#### Task to carry out
Verbatim, and with nothing else, reproduce the data below from its first line through the line containing "height:5px; margin:-2.5px; padding:0".

#### Data supplied
──────────────────────────────
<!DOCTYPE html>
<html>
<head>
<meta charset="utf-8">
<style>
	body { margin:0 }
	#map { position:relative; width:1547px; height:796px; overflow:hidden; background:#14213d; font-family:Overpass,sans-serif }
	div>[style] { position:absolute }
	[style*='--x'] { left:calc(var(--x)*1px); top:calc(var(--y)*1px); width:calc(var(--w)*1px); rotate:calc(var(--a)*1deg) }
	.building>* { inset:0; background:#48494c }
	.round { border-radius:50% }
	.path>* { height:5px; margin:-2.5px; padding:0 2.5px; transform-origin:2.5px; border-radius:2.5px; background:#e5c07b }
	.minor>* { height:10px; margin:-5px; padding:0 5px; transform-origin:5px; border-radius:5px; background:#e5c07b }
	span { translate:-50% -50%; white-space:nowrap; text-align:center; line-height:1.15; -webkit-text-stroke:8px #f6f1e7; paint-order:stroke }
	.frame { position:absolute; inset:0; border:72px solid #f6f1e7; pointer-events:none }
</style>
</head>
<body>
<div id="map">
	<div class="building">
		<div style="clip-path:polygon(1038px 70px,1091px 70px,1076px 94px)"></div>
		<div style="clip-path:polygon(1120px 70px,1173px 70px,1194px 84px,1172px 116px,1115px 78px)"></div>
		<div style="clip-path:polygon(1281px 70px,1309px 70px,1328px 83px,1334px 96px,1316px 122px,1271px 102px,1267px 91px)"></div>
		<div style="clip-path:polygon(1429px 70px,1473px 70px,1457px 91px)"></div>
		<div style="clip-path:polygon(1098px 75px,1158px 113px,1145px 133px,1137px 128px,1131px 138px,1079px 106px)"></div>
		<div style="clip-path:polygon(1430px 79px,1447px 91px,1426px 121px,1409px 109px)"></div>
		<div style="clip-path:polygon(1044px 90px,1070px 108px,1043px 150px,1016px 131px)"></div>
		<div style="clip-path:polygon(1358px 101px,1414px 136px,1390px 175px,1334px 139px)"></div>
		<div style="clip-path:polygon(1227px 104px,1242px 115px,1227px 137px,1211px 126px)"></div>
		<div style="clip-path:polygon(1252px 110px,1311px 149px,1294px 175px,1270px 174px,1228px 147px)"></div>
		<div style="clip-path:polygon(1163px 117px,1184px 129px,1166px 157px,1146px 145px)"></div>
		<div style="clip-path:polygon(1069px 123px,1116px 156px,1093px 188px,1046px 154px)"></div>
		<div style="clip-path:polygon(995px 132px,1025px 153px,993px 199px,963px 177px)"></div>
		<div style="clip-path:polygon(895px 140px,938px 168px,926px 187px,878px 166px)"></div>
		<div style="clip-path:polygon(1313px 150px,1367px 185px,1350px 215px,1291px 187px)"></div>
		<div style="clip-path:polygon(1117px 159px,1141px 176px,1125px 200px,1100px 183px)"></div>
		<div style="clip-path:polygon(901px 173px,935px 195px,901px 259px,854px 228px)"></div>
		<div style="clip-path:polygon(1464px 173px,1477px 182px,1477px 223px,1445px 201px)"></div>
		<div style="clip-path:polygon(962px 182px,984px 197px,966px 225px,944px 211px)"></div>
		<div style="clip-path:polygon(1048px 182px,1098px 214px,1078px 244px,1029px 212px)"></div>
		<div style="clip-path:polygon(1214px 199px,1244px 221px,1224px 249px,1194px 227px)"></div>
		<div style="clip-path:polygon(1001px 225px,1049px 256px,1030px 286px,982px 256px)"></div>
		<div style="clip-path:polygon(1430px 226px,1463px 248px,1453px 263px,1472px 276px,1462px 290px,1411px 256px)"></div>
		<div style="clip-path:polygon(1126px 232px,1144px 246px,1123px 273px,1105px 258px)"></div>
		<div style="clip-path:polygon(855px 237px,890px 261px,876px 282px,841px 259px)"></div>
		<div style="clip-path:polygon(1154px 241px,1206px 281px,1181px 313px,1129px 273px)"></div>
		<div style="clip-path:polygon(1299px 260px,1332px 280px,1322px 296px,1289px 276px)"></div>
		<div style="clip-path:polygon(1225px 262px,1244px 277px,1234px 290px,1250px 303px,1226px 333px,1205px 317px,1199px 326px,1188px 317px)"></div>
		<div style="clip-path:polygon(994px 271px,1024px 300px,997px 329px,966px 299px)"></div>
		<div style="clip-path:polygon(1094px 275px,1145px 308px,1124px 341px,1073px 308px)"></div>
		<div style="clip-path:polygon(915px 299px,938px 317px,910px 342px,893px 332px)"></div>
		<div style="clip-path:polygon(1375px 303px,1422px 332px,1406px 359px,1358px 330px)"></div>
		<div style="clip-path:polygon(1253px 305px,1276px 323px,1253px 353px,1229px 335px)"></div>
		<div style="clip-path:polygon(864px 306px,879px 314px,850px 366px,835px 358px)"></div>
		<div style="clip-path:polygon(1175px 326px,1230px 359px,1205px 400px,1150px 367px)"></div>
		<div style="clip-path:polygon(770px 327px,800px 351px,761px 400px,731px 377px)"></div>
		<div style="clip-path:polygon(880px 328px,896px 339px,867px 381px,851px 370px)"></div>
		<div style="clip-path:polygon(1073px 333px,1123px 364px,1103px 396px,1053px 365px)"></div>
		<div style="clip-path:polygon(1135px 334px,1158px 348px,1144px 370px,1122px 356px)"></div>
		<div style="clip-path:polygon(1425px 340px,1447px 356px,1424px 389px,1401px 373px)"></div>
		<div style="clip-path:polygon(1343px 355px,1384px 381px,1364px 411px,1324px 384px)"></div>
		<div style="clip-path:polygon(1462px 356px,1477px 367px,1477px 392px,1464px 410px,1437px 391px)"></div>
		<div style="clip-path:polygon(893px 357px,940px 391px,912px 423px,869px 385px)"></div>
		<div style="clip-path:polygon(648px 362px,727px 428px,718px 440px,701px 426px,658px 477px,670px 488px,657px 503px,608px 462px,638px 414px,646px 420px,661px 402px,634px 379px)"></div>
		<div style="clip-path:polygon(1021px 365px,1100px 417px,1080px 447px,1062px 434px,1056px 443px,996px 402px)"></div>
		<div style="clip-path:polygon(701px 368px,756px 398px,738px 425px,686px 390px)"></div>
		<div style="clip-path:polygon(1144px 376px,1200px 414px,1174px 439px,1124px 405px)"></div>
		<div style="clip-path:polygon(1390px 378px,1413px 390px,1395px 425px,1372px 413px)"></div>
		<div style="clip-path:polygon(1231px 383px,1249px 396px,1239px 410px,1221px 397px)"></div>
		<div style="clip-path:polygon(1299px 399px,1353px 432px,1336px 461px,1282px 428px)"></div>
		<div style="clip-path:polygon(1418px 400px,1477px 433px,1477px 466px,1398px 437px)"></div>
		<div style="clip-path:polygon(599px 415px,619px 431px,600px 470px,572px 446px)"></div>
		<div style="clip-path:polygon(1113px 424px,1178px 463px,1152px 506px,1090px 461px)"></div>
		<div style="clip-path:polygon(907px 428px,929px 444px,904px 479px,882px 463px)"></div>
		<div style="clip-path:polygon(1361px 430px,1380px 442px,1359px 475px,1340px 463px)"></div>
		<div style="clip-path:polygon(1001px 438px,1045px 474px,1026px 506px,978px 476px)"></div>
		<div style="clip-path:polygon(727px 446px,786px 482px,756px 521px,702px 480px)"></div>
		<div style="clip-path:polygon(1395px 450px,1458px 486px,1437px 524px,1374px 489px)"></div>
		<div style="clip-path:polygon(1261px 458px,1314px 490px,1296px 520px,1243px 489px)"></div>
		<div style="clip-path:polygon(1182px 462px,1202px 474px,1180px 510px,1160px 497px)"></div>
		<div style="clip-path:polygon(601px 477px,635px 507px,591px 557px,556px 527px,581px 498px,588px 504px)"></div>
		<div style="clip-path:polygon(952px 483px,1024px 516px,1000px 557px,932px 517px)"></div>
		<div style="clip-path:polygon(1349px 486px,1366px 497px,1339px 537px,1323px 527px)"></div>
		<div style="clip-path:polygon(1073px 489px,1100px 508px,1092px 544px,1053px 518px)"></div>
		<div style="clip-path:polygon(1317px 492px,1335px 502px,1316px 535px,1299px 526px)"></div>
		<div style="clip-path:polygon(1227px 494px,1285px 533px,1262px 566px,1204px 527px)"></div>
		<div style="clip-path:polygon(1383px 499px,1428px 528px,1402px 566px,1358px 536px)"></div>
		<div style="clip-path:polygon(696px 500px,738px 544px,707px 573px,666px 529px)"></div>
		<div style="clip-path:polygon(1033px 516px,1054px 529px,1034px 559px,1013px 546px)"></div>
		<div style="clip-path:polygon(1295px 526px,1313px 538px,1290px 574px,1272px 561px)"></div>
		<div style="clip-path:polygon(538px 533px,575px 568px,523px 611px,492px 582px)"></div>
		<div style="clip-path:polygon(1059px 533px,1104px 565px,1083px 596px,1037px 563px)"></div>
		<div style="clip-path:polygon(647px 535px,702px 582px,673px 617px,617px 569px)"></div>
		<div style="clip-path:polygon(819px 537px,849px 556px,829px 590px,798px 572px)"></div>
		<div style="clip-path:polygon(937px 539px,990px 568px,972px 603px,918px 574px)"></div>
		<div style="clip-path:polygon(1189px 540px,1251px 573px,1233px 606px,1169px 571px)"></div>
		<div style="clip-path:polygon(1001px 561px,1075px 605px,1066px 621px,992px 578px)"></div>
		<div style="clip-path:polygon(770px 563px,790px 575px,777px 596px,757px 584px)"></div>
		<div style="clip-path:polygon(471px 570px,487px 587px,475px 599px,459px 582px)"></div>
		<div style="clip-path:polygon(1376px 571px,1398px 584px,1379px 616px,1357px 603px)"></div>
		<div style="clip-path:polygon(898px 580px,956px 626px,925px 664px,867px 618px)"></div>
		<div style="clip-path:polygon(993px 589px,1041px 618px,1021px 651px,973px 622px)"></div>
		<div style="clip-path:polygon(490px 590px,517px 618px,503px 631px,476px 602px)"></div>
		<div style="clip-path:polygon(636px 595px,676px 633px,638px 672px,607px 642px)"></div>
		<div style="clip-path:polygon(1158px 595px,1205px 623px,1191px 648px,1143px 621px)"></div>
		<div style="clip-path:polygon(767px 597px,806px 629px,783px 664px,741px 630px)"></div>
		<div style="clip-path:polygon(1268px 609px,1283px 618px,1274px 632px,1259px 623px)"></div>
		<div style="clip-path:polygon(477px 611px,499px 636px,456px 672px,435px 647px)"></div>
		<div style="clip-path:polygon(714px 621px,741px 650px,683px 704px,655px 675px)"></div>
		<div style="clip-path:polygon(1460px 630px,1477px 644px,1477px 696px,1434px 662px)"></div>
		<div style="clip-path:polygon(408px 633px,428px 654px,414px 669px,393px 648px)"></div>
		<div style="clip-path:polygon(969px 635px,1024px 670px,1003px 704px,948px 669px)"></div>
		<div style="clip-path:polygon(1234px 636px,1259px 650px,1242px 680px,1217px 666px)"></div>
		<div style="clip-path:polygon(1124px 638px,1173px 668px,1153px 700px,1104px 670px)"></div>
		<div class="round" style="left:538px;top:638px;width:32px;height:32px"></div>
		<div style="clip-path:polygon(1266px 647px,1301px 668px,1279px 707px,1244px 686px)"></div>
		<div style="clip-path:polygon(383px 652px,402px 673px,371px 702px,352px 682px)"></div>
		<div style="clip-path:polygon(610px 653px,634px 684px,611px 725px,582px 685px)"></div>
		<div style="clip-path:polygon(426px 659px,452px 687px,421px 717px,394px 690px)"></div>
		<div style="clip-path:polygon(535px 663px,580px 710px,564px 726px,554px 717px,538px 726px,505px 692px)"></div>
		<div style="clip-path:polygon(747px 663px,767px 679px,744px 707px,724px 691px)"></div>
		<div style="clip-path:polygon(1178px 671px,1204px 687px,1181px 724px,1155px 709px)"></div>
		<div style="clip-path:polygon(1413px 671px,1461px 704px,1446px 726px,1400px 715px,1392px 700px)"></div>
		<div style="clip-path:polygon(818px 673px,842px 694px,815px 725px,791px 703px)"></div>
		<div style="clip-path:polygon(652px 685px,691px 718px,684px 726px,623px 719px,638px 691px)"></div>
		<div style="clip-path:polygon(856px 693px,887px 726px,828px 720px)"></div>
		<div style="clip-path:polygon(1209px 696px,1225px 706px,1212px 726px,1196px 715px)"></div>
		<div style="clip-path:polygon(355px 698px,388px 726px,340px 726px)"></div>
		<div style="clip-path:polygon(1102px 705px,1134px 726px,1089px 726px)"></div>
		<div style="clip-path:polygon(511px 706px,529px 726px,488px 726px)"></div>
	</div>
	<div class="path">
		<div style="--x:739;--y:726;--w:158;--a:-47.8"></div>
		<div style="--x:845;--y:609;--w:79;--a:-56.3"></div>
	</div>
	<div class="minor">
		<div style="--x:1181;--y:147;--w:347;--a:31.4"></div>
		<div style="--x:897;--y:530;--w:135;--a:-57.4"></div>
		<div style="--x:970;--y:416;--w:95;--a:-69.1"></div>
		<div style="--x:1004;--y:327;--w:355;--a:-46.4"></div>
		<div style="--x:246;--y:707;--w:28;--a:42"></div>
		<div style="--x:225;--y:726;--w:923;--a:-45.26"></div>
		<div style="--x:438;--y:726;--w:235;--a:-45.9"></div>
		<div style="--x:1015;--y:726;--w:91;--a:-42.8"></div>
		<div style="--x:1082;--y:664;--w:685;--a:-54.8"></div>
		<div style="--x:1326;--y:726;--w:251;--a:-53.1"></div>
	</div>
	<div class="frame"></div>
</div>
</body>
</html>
──────────────────────────────
#### Task response
<!DOCTYPE html>
<html>
<head>
<meta charset="utf-8">
<style>
	body { margin:0 }
	#map { position:relative; width:1547px; height:796px; overflow:hidden; background:#14213d; font-family:Overpass,sans-serif }
	div>[style] { position:absolute }
	[style*='--x'] { left:calc(var(--x)*1px); top:calc(var(--y)*1px); width:calc(var(--w)*1px); rotate:calc(var(--a)*1deg) }
	.building>* { inset:0; background:#48494c }
	.round { border-radius:50% }
	.path>* { height:5px; margin:-2.5px; padding:0 2.5px; transform-origin:2.5px; border-radius:2.5px; background:#e5c07b }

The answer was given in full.